Task statement>
When the line with "ctx.font = font" is reached, include it and stop; before that, copy each line of the listing exactly from the first.

Exercise input>
◆ ◆ ◆ ◆ ◆ ◆ ◆

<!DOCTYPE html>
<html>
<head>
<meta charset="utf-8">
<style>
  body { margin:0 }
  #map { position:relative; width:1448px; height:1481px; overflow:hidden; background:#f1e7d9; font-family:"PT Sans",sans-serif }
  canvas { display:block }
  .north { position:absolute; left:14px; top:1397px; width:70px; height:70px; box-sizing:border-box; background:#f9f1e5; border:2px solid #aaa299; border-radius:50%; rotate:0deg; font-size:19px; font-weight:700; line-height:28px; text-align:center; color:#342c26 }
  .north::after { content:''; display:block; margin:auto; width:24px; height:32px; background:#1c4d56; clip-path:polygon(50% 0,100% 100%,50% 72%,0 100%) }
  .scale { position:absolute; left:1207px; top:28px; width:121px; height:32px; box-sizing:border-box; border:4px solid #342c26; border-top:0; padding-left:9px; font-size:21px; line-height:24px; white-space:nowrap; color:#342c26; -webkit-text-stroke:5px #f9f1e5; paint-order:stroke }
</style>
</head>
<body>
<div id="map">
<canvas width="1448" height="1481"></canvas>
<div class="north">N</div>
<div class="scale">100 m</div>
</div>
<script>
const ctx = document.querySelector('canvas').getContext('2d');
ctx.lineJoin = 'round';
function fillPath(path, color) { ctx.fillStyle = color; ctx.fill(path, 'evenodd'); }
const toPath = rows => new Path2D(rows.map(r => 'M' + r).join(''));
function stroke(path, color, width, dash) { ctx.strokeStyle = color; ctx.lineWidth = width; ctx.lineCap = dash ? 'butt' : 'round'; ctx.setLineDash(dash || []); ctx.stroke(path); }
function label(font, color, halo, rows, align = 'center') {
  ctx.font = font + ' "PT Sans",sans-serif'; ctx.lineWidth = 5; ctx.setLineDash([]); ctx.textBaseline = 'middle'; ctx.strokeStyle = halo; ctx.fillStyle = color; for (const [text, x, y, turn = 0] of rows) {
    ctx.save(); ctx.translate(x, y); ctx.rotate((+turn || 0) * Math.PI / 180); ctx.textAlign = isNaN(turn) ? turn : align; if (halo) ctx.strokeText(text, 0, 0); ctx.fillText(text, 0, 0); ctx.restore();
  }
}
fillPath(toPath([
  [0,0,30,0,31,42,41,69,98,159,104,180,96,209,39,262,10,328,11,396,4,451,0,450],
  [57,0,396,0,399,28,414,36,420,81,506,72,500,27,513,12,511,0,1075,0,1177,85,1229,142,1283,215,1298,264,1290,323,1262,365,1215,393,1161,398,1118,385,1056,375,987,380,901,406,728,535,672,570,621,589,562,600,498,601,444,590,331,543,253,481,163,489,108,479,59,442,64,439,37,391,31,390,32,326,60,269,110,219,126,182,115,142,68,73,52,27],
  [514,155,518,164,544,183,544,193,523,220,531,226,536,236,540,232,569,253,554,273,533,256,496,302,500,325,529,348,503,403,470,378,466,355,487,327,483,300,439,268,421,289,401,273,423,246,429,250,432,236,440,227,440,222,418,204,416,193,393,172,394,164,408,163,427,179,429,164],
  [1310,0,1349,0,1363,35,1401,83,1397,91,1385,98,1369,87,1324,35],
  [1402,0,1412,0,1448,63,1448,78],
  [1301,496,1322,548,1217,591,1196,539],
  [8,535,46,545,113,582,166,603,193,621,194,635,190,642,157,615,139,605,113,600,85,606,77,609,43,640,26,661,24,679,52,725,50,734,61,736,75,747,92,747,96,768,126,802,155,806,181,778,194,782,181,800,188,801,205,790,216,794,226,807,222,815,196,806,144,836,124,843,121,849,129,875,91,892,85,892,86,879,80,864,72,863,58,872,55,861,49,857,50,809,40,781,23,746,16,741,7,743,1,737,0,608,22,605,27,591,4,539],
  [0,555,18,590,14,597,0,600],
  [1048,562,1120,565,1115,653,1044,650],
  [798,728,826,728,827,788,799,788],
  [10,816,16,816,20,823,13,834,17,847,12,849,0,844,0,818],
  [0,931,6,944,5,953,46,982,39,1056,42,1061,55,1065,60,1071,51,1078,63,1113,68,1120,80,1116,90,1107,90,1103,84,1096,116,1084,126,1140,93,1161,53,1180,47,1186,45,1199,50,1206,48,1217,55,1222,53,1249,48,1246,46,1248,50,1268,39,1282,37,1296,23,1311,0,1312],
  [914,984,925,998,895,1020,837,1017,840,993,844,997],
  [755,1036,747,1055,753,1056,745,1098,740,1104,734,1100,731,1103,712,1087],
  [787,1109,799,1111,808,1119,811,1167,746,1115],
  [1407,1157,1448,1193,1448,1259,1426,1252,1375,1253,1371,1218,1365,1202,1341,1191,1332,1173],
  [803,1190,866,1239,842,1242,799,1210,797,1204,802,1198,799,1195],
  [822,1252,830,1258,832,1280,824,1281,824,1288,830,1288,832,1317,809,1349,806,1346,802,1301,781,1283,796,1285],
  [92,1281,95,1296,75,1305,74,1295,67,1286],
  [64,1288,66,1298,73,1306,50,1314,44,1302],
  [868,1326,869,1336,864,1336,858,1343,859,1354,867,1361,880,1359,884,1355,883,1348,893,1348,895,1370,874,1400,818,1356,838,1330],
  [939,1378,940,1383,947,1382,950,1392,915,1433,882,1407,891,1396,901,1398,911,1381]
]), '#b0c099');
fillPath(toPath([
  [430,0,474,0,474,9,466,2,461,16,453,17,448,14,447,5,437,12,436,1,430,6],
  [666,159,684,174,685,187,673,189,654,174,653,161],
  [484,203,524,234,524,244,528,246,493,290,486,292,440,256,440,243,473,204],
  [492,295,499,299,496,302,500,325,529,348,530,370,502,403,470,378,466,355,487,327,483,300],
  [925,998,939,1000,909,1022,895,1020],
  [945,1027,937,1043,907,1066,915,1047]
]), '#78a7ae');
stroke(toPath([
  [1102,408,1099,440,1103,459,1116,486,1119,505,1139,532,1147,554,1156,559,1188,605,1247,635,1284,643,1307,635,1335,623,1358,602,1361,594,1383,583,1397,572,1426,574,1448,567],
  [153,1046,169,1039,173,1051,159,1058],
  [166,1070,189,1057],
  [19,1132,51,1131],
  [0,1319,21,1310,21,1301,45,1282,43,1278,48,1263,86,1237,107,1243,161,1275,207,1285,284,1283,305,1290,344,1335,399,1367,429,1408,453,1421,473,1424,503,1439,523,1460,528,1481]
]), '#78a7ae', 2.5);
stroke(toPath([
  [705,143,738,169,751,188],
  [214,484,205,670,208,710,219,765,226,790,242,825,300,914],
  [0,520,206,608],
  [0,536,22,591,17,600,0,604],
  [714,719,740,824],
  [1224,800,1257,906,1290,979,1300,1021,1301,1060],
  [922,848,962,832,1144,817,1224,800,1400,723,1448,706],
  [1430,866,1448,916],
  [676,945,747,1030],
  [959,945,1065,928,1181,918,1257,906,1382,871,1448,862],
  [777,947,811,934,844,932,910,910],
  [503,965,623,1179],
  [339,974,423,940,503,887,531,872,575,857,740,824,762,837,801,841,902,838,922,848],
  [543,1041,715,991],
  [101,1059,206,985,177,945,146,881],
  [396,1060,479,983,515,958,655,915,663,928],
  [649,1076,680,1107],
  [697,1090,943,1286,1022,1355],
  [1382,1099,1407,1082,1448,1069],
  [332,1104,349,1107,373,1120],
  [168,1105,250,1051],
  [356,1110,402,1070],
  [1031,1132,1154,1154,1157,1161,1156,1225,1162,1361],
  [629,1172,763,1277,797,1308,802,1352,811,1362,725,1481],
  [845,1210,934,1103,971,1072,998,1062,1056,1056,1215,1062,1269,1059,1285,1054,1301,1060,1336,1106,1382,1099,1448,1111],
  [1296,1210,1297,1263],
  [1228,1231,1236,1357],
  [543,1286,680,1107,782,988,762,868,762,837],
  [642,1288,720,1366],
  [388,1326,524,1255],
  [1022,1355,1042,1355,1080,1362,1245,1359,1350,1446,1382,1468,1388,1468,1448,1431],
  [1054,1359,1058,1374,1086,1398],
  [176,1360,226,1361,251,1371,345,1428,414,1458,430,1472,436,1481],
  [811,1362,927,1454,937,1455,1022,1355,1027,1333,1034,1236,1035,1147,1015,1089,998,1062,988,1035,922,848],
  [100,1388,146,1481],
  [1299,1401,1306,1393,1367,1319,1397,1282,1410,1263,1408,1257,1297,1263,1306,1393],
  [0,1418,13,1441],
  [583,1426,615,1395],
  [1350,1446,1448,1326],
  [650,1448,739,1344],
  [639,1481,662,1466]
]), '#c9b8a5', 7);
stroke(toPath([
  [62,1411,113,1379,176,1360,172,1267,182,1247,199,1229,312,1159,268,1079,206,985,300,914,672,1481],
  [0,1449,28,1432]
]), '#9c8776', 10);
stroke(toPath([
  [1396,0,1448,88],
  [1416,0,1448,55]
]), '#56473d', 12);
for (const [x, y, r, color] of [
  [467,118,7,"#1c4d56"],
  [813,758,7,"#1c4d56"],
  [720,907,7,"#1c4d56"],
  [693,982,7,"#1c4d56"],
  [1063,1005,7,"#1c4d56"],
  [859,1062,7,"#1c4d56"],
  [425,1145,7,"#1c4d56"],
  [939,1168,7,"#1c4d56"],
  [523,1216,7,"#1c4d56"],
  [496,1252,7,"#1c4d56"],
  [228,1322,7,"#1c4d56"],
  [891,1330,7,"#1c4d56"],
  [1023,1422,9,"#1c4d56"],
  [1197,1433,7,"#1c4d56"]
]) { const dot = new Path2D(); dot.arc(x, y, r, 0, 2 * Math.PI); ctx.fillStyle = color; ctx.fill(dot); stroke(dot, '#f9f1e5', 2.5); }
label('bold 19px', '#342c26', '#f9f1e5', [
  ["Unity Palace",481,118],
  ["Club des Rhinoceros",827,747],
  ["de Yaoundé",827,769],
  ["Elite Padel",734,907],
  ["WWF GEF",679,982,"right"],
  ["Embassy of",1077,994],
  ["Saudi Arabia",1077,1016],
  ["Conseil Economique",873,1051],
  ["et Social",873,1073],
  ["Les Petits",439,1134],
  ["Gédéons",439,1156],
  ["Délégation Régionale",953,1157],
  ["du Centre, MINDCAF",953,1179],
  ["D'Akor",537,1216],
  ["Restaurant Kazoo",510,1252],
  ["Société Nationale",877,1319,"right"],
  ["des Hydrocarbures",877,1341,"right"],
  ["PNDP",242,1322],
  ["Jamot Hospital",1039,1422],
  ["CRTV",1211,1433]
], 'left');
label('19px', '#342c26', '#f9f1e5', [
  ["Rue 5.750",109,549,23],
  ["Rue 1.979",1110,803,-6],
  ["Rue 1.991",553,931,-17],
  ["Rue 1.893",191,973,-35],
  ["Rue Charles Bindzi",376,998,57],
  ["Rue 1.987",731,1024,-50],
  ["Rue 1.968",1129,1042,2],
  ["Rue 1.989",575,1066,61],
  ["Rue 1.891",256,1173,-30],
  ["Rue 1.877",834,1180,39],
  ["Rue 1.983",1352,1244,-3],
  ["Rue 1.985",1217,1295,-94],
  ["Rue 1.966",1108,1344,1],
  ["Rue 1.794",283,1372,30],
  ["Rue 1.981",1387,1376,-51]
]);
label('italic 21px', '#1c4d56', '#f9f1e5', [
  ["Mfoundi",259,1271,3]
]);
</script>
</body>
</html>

◆ ◆ ◆ ◆ ◆ ◆ ◆

Expected answer>
<!DOCTYPE html>
<html>
<head>
<meta charset="utf-8">
<style>
  body { margin:0 }
  #map { position:relative; width:1448px; height:1481px; overflow:hidden; background:#f1e7d9; font-family:"PT Sans",sans-serif }
  canvas { display:block }
  .north { position:absolute; left:14px; top:1397px; width:70px; height:70px; box-sizing:border-box; background:#f9f1e5; border:2px solid #aaa299; border-radius:50%; rotate:0deg; font-size:19px; font-weight:700; line-height:28px; text-align:center; color:#342c26 }
  .north::after { content:''; display:block; margin:auto; width:24px; height:32px; background:#1c4d56; clip-path:polygon(50% 0,100% 100%,50% 72%,0 100%) }
  .scale { position:absolute; left:1207px; top:28px; width:121px; height:32px; box-sizing:border-box; border:4px solid #342c26; border-top:0; padding-left:9px; font-size:21px; line-height:24px; white-space:nowrap; color:#342c26; -webkit-text-stroke:5px #f9f1e5; paint-order:stroke }
</style>
</head>
<body>
<div id="map">
<canvas width="1448" height="1481"></canvas>
<div class="north">N</div>
<div class="scale">100 m</div>
</div>
<script>
const ctx = document.querySelector('canvas').getContext('2d');
ctx.lineJoin = 'round';
function fillPath(path, color) { ctx.fillStyle = color; ctx.fill(path, 'evenodd'); }
const toPath = rows => new Path2D(rows.map(r => 'M' + r).join(''));
function stroke(path, color, width, dash) { ctx.strokeStyle = color; ctx.lineWidth = width; ctx.lineCap = dash ? 'butt' : 'round'; ctx.setLineDash(dash || []); ctx.stroke(path); }
function label(font, color, halo, rows, align = 'center') {
  ctx.font = font + ' "PT Sans",sans-serif'; ctx.lineWidth = 5; ctx.setLineDash([]); ctx.textBaseline = 'middle'; ctx.strokeStyle = halo; ctx.fillStyle = color; for (const [text, x, y, turn = 0] of rows) {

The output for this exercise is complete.